Can You Be Black and Make This?

In recent years, a number of U.S.-based artists have taken on the subject of anti-black violence in their work, bridging a rich legacy of socially-engaged art practice with #BlackLivesMatter, the latest rallying cry for black freedom and racial equity. A considerable amount of these artistic responses occurred in the final years of Barack Obama’s two-term presidency, a period during which notions that we were beyond race proliferated. An uptick in fake news, misogyny, and white nationalist sentiment in the age of Trump, however, has since dispelled these post-racial notions and forced difficult discussions about the limits and possibilities of aesthetic practice. This backdrop has energized some of the most pressing controversies concerning art and visual representation in the long first decade of the twenty-first century, an era defined by hope and change on the one hand, terror and anxiety on the other.

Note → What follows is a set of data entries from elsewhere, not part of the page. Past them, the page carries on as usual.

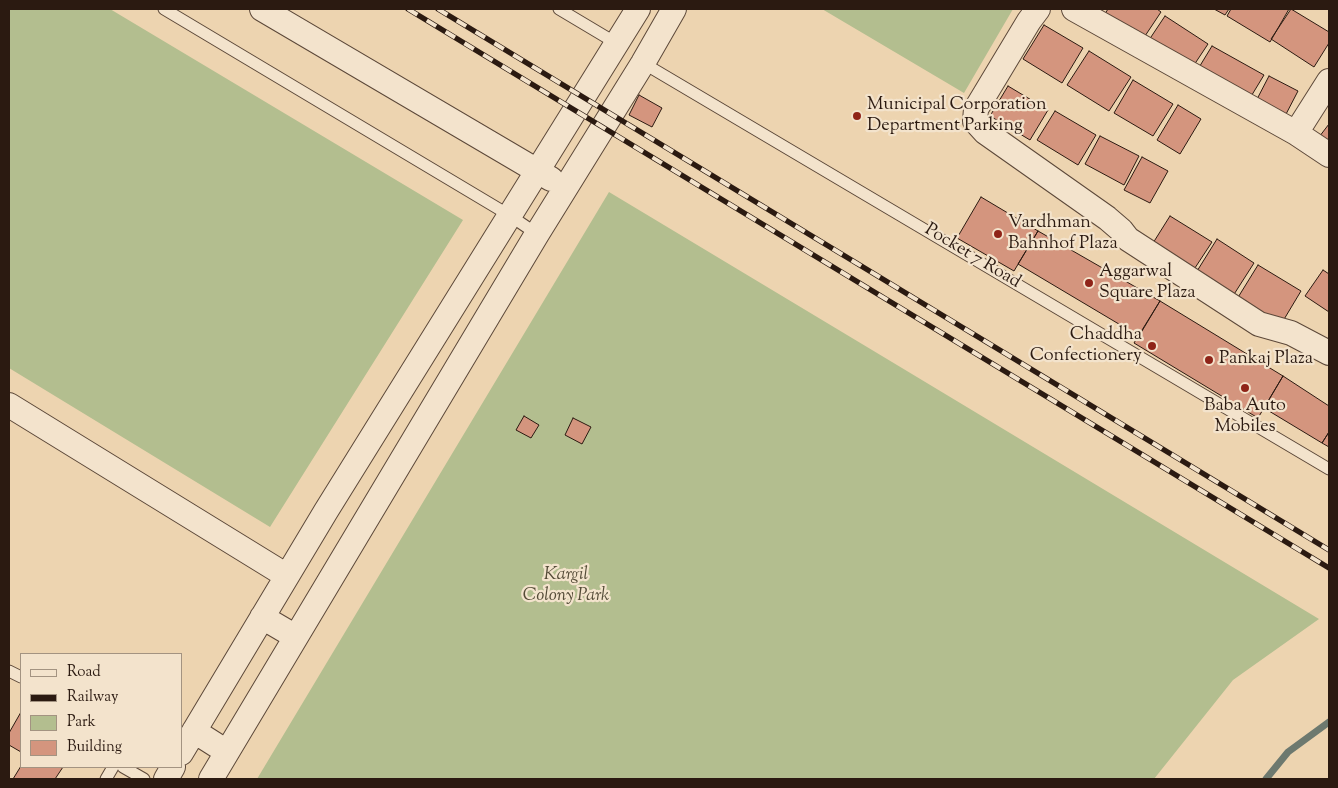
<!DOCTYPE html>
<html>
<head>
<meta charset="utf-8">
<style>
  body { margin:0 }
  #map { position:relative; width:1338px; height:788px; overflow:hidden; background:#edd4b0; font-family:"Sorts Mill Goudy",serif }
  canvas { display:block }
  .frame { position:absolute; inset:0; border:10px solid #2b1a11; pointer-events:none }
  .legend { position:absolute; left:20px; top:653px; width:162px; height:115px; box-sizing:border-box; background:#f3e3cc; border:1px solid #a39381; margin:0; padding:6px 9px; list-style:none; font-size:15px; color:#2b1a11 }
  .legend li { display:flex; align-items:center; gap:10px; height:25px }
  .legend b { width:25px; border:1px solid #a39381 }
</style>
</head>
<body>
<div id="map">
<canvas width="1338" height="788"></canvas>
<div class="frame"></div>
<ul class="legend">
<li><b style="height:6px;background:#f3e3cc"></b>Road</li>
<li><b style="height:6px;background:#2b1a11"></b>Railway</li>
<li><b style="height:14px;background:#b3be8f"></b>Park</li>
<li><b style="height:14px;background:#d4957e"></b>Building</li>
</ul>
</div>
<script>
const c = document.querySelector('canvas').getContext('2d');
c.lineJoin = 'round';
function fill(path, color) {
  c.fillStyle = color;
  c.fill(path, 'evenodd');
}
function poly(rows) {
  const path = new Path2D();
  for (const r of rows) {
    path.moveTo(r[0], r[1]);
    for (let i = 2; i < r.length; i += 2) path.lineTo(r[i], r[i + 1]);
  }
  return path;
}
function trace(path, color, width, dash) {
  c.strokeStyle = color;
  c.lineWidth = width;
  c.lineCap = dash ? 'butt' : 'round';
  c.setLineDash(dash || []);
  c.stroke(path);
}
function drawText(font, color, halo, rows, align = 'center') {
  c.font = font + ' "Sorts Mill Goudy",serif';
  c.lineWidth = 4.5;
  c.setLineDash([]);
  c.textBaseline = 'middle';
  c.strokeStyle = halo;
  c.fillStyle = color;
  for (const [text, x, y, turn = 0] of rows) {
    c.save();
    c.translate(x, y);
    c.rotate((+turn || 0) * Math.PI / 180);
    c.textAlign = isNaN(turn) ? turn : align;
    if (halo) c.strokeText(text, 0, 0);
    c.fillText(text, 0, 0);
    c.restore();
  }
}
fill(poly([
  [9,9,110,9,463,220,270,527,9,368],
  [822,9,1013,9,964,93],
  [609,192,892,362,1319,619,1233,680,1154,779,257,779]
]), '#b3be8f');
trace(poly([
  [1266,779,1288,752,1329,722]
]), '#6d796f', 7);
const building = poly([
  [1108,9,1157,9,1161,12,1141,42,1103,17,1108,9],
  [1214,9,1229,9,1225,15,1214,9],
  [1231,9,1289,9,1270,42,1227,16,1231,9],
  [1291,9,1329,32,1329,43,1314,67,1271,39,1291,9],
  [1165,16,1208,44,1192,68,1149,40,1165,16],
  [1044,25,1083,48,1062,83,1023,59,1044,25],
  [1212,46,1264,75,1247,103,1195,74,1212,46],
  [1089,51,1131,77,1109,111,1067,85,1089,51],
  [1269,76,1298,91,1284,118,1255,103,1269,76],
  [1133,80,1173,104,1153,136,1114,113,1133,80],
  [1008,86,1048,110,1030,140,990,116,1008,86],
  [639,95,662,108,652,127,629,115,639,95],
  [1178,105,1201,119,1180,154,1157,140,1178,105],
  [1055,111,1096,135,1078,165,1037,140,1055,111],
  [1329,124,1329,151,1316,141,1329,124],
  [1100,136,1139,156,1124,185,1085,164,1100,136],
  [1142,157,1168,171,1150,203,1124,190,1142,157],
  [981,197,1038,231,1014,271,957,238,981,197],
  [1170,216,1212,242,1189,277,1148,251,1170,216],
  [1038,231,1160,301,1139,336,1018,264,1038,231],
  [1217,239,1254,263,1231,299,1194,276,1217,239],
  [1258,265,1301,291,1280,326,1237,299,1258,265],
  [1323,270,1329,274,1329,312,1305,296,1323,270],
  [1160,301,1283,376,1258,418,1134,343,1160,301],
  [1283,376,1329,406,1329,432,1322,443,1264,408,1283,376],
  [524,416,539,425,531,438,516,430,524,416],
  [573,418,591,427,582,444,565,435,573,418],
  [1329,432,1329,447,1322,443,1329,432],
  [21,712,21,752,9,745,9,733,21,712],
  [21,766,21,767,63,767,55,779,13,779,21,766]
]);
fill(building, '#d4957e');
trace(building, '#2b1a11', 1);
const lane = poly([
  [164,9,509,215,537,234],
  [559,9,616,43],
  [643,63,1329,469],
  [9,671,21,677],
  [123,767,144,779],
  [106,779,113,767]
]);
const street = poly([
  [262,9,551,179],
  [1038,9,1029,21,976,109,975,121,985,132,1107,218,1121,230,1128,239,1259,324,1291,333,1329,353],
  [1074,9,1296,133,1329,155],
  [1296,133,1329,81],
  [9,405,287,576],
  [262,617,296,637],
  [194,731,227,752],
  [181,753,326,511,638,9],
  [166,779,173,767],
  [211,779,537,234,643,63,674,9]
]);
trace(lane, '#5c4839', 13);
trace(street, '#5c4839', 26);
trace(lane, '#f3e3cc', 11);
trace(street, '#f3e3cc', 24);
const rail = poly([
  [408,9,1329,568],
  [438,9,1329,550]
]);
trace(rail, '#2b1a11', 5.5);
trace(rail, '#f3e3cc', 4, [11]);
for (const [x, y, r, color] of [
  [857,116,5,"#8f2418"],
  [998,234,5,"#8f2418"],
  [1089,283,5,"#8f2418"],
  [1152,346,5,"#8f2418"],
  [1209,360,5,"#8f2418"],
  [1245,388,5,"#8f2418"]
]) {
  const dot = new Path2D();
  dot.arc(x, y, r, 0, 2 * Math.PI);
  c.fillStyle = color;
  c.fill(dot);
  trace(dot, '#f3e3cc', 2);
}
drawText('18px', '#2b1a11', '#f3e3cc', [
  ["Municipal Corporation",867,106],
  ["Department Parking",867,127],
  ["Vardhman",1008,224],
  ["Bahnhof Plaza",1008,245],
  ["Aggarwal",1099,273],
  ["Square Plaza",1099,294],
  ["Chaddha",1142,336,"right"],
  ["Confectionery",1142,357,"right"],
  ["Pankaj Plaza",1219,360],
  ["Baba Auto",1245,407,"center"],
  ["Mobiles",1245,428,"center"]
], 'left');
drawText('18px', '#2b1a11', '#f3e3cc', [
  ["Pocket 7 Road",972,257,31]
]);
drawText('italic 18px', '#544b37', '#f3e3cc', [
  ["Kargil",566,576],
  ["Colony Park",566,597]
]);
</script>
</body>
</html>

Ongoing racial antagonisms within and beyond the art world, namely the lack of racial equity in the museum field along with the rapid reproduction and circulation of images of black death, have further exacerbated the link between aesthetics and politics. On this front, present-day black and non-black artists such as Kara Walker, Dana Schutz, and Sanford Biggers have grappled in various ways with how the past comes to bear on the present and art’s capacity to mitigate racial trauma. Taken together, recent art by Walker, Schutz, and Biggers articulate a set of ethical questions artists, curators, and critics face when presenting complex formulations of blackness for public consumption, political action, and institutional change. Who is permitted to represent blackness and in what ways? How do we account for contemporary artists’ engagements with distant and recent histories of black bodily trauma and subjugation? What are the matters of race and identity now? In many ways, these questions are not new. So why do they persist, and what does this persistence teach us about the nature of racial progress?